The US has slapped sanctions on Venezuela's state-owned oil company that would potentially cost the country $11 billion in revenues, a move that seeks to force President Nicolas Maduro to give up power after the opposition leader Juan Guaido declared himself interim president.

The sanctions on Monday prohibit most American businesses from engaging in transactions with the oil company, Petroleos de Venezuela, SA, or PDVSA.

The Trump administration officials said the financial penalties are expected to block USD 7 billion in assets and result in $11 billion in export losses over the next year for Venezuela's government, starving it from its most important source of revenue and foreign currency.

guaido and marudo venezuela
This combination of pictures created on January 25, 2019, shows Venezuela's National Assembly head Juan Guaido (L) speaking to opposition supporters at the Central University of Caracas (UCV) in Caracas, on January 21, 2019, and Venezuelan President Nicolas Maduro offering a press conference in Caracas, on January 25, 2019.YURI CORTEZ/AFP/Getty Images

Last week, the Trump administration recognised Guaido, the 35-year-old leader of the National Assembly, as his supporters took to the streets to demand new elections. Maduro has cut ties to the United States and has demanded that all American diplomats leave the country.

US National Security Advisor John Bolton at a joint news conference with Treasury Secretary Steven Mnuchin said Maduro and his allies could "no longer loot the assets of the Venezuelan people".

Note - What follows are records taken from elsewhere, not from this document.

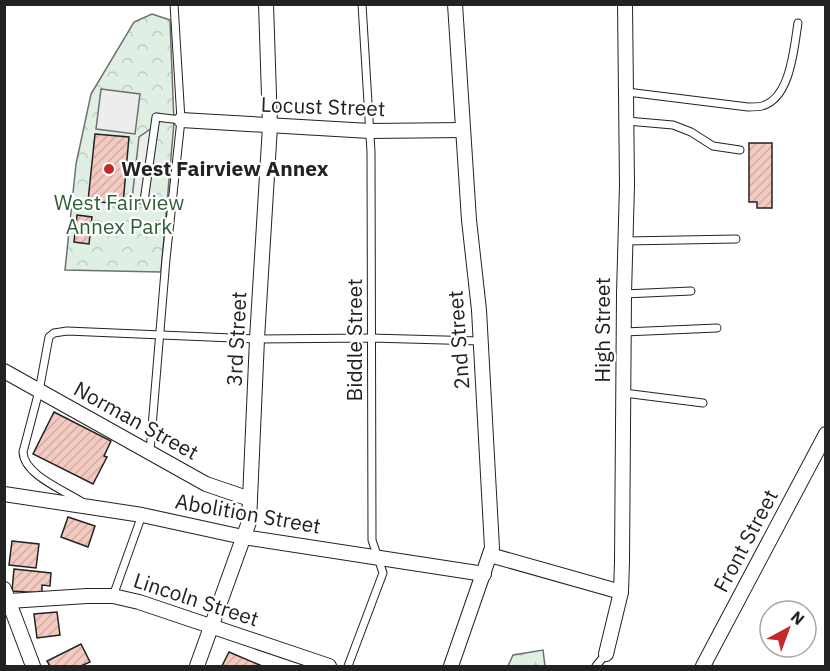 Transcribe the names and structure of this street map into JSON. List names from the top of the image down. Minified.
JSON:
{"streets":{"street":["Locust Street","High Street","3rd Street","2nd Street","Norman Street","Abolition Street","Front Street","Lincoln Street"],"lane":["Biddle Street"]},"crossings":[["Locust Street","3rd Street"],["Locust Street","Biddle Street"],["Locust Street","2nd Street"],["3rd Street","Norman Street"],["3rd Street","Abolition Street"],["3rd Street","Lincoln Street"],["Biddle Street","Abolition Street"],["2nd Street","Abolition Street"]],"parks":["West Fairview Annex Park"],"places":["West Fairview Annex"],"north":"top right"} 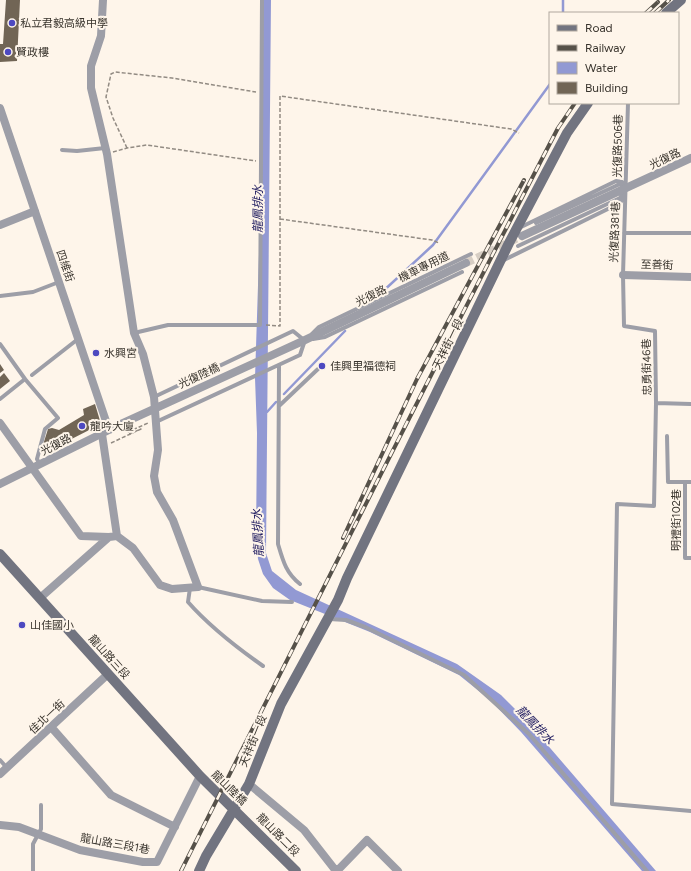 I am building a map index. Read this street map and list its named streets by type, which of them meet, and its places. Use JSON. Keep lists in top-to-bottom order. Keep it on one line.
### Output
{"streets":{"street":["光復路","至善街","四維街","天祥街一段","光復陸橋","龍山路三段","佳北一街","龍山陸橋","龍山路二段","龍山路三段1巷"],"lane":["光復路506巷","光復路381巷","機車專用道","忠勇街46巷","明禮街102巷"]},"crossings":[["光復路506巷","光復路"],["光復路506巷","光復路381巷"],["光復路","光復路381巷"],["光復路","四維街"],["光復路","機車專用道"],["光復路","天祥街一段"],["光復路","光復陸橋"],["光復路381巷","至善街"],["光復路381巷","忠勇街46巷"],["至善街","忠勇街46巷"],["龍山路三段","佳北一街"],["龍山路三段","龍山陸橋"],["龍山路三段","龍山路三段1巷"],["龍山陸橋","龍山路二段"],["龍山陸橋","龍山路三段1巷"]],"water":["龍鳳排水"],"places":["私立君毅高級中學","賢政樓","水興宮","佳興里福德祠","龍吟大廈","山佳國小"],"legend":["Road","Railway","Water","Building"]} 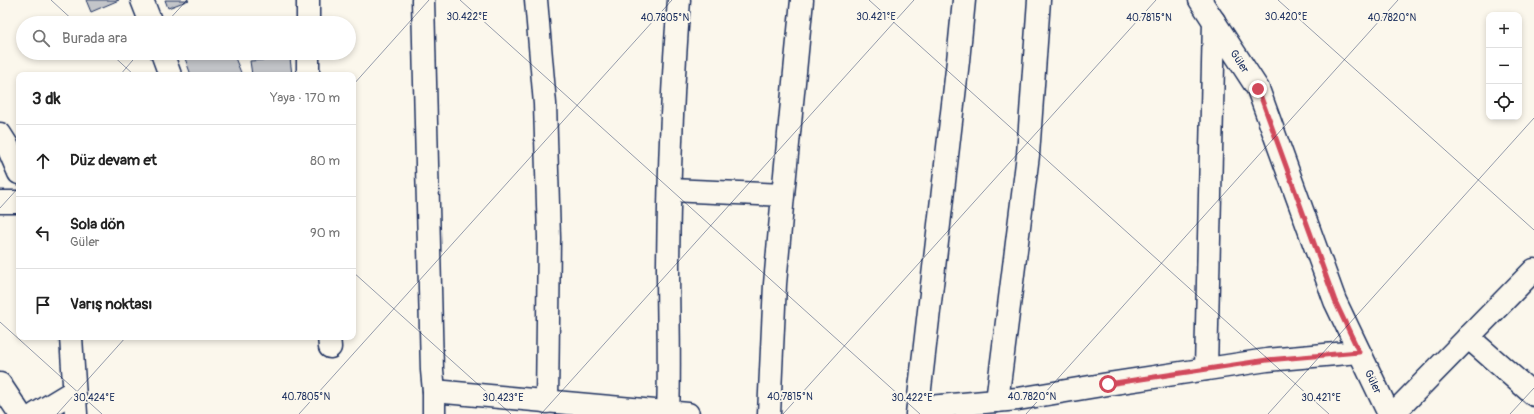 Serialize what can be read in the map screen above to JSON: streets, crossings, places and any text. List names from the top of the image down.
{
  "streets": {
    "street": ["Güler"]
  },
  "page": {
    "map_buttons": ["+", "−"],
    "search": "Burada ara",
    "heading": ["3 dk", "Yaya · 170 m"],
    "list": [
      ["Düz devam et", "80 m"],
      ["Sola dön", "Güler", "90 m"],
      "Varış noktası"
    ]
  },
  "coordinates": [
    "30.420°E",
    "30.422°E",
    "30.421°E",
    "40.7805°N",
    "40.7815°N",
    "40.7820°N",
    "30.424°E",
    "30.423°E"
  ]
} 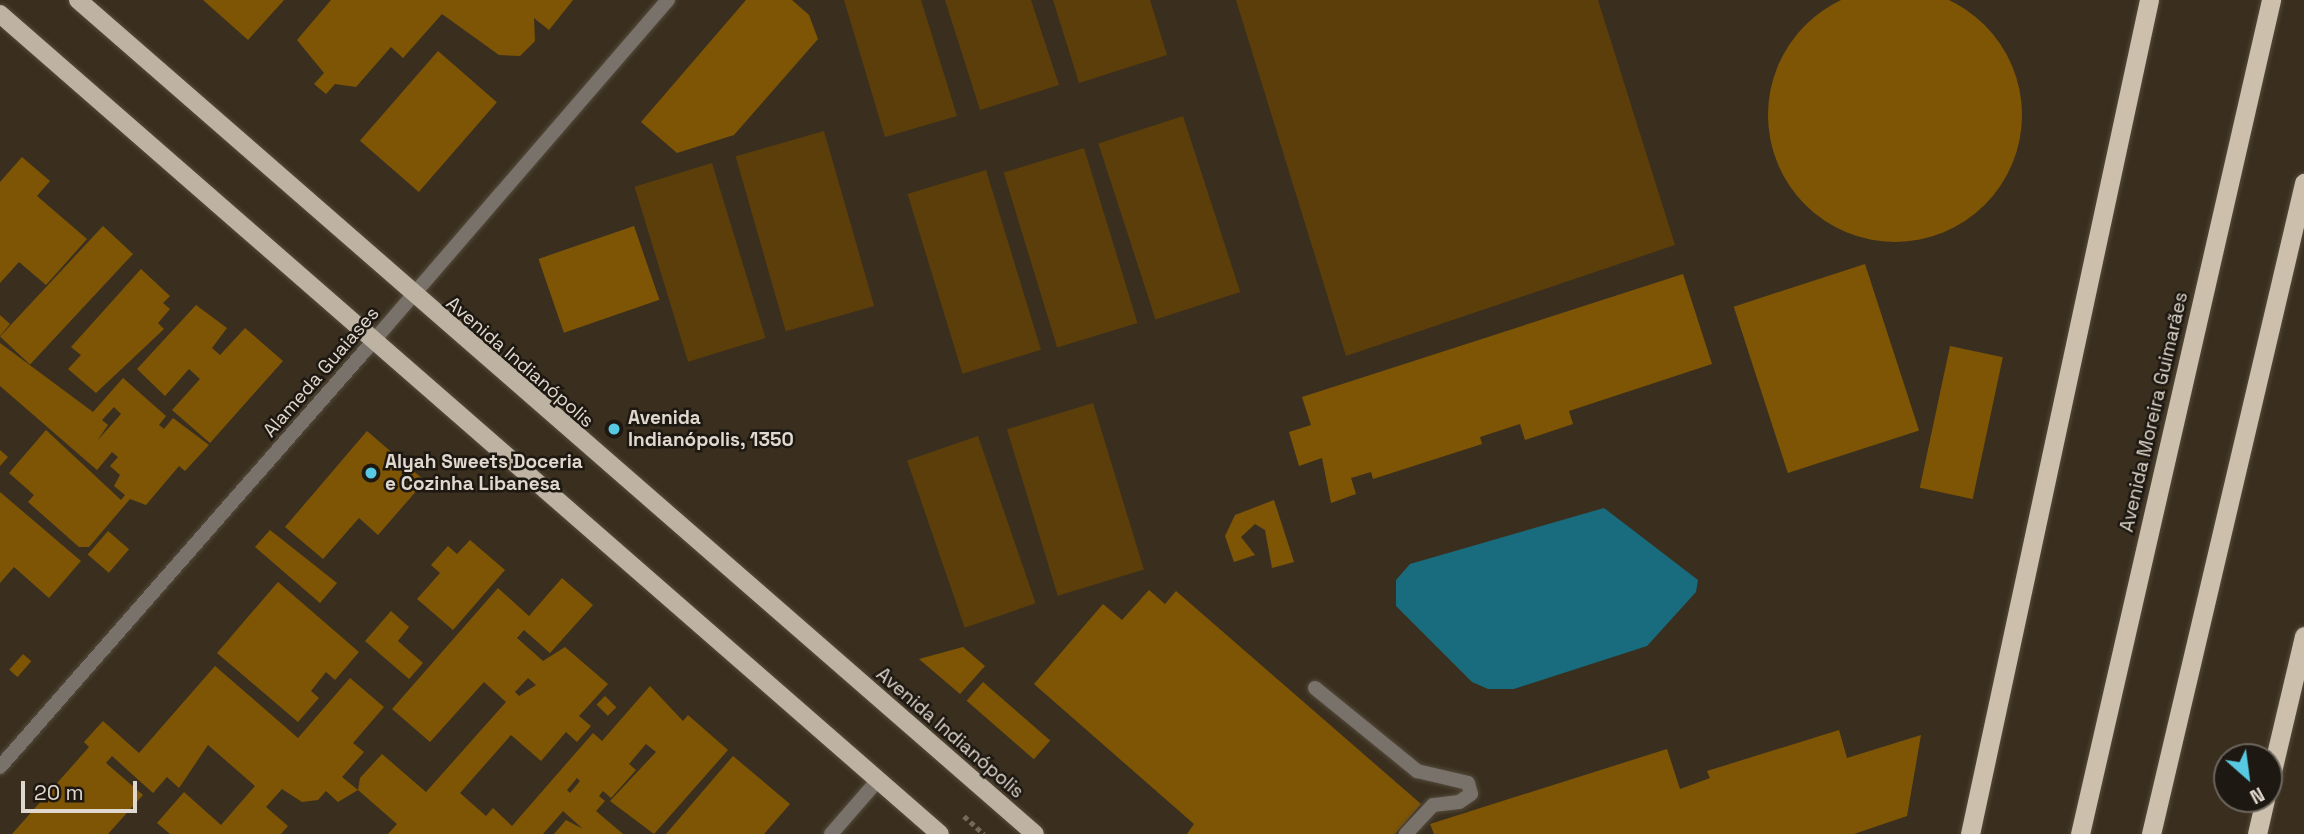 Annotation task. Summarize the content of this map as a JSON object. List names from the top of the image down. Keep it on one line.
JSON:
{"streets":{"highway":["Avenida Moreira Guimarães"],"main road":["Avenida Indianópolis"],"street":["Alameda Guaiases"]},"crossings":[["Avenida Indianópolis","Alameda Guaiases"]],"places":["Avenida Indianópolis, 1350","Alyah Sweets Doceria e Cozinha Libanesa"],"scale_bar":"20 m","north":"bottom right"}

He called on the Venezuelan military and security forces to accept the peaceful democratic and constitutional transfer of power. Mnuchin said the US is holding accountable those responsible for Venezuela's tragic decline.

"We will continue to use all of our diplomatic and economic tools to support interim President Guaido, the national assembly, and the Venezuelan people's efforts to restore their democracy," he said.

Anti-Maduro protests in united states
Anti-Maduro demonstrators gather as one holds a poster of Venezuelan opposition leader Juan Guaido, outside the Federal Building, on January 26, 2019 in Los Angeles, California. The protestors called for Guaido to be installed as the head of state of Venezuela. Some Nicaraguan protestors joined the demonstration in solidarity.Mario Tama/Getty Images

Observing that PDVSA has long been a vehicle for embezzlement, for corruption for Venezuelan officials and businessmen, he said the designation of PDVSA will help prevent further diversion of Venezuela's assets by Maduro and will preserve these assets for the people of Venezuela where they belong.

"The path to sanctions relief for PDVSA is through the expeditious transfer of control to the interim president or a subsequent democratically elected government who is committed to taking concrete and meaningful actions to combat corruption," he said.

Venezuela has the largest amount of proven oil reserves in the world, and oil revenues account for about 98 per cent of the country's export earnings, according to the Organization of the Petroleum Exporting Countries (OPEC).

It is heavily reliant on the US for its oil revenue - sending 41 per cent of its oil exports there - while it remains in the top four crude oil suppliers to the US. Maduro later announced he had told PDVSA to launch "political and legal action, in US and international courts" to protect its US subsidiary Citgo.

Meanwhile, Bolton's note on "5,000 troops to Colombia" as reflected in his notepad during the White House press conference raised the question if the Trump administration is considering dispatching troops to the South American country.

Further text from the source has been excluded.